Stored items:
· · · ·
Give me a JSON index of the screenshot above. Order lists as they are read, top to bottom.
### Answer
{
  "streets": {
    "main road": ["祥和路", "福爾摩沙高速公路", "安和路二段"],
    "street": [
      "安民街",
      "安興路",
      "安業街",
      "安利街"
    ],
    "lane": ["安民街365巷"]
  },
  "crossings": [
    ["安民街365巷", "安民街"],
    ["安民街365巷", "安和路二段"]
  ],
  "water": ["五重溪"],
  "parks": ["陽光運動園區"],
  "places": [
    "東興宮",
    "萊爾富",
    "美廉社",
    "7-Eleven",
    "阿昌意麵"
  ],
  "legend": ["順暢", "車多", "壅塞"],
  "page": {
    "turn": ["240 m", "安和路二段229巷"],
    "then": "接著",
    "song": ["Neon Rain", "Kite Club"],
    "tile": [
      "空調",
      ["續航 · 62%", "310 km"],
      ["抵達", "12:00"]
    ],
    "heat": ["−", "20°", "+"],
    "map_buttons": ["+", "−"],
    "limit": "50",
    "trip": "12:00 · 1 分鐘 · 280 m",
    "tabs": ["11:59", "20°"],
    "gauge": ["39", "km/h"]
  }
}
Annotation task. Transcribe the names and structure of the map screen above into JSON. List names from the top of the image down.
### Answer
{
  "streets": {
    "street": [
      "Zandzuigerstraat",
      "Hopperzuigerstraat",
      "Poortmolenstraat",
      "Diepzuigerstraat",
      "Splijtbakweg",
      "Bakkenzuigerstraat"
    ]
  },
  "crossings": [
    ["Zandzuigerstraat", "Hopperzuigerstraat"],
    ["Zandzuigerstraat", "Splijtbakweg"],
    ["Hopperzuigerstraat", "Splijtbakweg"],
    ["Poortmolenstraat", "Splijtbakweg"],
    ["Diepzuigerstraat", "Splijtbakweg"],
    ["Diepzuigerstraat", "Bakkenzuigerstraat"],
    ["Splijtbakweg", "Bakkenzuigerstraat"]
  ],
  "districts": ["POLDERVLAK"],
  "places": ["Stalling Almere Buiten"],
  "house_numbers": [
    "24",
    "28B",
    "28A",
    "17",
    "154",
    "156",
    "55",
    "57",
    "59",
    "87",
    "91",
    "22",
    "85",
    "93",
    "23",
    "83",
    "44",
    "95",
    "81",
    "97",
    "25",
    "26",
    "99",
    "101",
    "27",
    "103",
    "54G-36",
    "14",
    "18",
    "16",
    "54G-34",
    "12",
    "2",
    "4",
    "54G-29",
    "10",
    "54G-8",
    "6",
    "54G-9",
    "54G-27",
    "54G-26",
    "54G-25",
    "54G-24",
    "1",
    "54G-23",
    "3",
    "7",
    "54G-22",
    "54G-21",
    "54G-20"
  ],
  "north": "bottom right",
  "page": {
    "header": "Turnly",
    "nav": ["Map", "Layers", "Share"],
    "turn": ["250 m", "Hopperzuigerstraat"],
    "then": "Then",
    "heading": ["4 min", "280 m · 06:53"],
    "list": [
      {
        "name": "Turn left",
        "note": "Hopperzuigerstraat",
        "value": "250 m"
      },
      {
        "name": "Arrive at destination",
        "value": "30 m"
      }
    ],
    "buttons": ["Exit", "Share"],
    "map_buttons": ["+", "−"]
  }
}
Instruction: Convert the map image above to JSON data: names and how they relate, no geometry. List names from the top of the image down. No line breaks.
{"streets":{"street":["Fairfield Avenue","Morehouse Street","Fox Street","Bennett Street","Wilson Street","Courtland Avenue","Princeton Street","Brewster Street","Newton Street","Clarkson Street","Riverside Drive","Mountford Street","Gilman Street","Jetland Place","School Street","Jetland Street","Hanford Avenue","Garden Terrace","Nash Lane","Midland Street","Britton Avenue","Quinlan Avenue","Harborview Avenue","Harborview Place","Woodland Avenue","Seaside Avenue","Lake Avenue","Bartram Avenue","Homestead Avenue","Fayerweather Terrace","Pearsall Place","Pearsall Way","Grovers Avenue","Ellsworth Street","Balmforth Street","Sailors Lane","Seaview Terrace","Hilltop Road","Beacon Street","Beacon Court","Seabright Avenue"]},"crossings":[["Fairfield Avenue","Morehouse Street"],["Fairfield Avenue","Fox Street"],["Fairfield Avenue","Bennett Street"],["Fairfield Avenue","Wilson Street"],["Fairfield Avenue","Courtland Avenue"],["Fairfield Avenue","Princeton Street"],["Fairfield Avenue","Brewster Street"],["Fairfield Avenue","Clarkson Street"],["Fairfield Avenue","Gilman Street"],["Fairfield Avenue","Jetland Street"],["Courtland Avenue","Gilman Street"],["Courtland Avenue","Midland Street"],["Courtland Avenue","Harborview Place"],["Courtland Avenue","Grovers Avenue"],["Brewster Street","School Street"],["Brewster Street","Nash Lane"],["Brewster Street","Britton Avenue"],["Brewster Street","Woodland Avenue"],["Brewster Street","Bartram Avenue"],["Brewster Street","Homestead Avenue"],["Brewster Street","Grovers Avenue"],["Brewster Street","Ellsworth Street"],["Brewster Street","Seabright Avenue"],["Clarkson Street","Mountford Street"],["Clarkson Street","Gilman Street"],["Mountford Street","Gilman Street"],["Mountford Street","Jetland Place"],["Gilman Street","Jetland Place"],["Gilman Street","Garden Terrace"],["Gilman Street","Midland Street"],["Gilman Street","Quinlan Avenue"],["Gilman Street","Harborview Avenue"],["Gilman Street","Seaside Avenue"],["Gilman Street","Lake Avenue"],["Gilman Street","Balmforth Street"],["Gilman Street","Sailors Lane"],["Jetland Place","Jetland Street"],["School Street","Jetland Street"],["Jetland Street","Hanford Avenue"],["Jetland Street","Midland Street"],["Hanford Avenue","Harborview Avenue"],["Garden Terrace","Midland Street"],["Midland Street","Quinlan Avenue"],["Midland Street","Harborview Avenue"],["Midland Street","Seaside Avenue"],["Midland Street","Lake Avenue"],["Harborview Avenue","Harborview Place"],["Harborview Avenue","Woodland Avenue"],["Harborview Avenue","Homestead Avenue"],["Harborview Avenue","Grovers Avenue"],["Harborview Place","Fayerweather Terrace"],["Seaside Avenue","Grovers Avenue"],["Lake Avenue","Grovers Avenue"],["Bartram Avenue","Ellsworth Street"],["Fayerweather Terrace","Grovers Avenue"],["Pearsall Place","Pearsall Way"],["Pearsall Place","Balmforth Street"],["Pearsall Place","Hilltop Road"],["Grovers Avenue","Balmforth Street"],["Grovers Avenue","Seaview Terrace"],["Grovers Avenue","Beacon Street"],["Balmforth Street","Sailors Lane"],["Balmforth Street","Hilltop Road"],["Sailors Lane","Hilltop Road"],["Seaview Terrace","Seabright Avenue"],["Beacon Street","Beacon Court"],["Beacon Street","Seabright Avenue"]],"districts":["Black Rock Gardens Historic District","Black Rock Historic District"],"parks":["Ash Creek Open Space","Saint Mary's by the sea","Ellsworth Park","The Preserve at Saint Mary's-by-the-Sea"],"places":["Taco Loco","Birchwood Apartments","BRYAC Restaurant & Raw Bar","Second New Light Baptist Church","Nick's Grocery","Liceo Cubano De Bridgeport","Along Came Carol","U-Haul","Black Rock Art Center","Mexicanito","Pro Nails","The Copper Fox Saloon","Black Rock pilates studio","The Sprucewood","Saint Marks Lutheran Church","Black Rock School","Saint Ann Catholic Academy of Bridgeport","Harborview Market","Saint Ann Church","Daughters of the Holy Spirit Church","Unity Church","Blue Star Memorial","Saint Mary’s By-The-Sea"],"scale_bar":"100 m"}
· · · ·
*To do*.
Filter the entries above down to the lines that hold the word "image", and copy those lines.

*Task result*.
Annotation task. Transcribe the names and structure of the map screen above into JSON. List names from the top of the image down.
Instruction: Convert the map image above to JSON data: names and how they relate, no geometry. List names from the top of the image down. No line breaks.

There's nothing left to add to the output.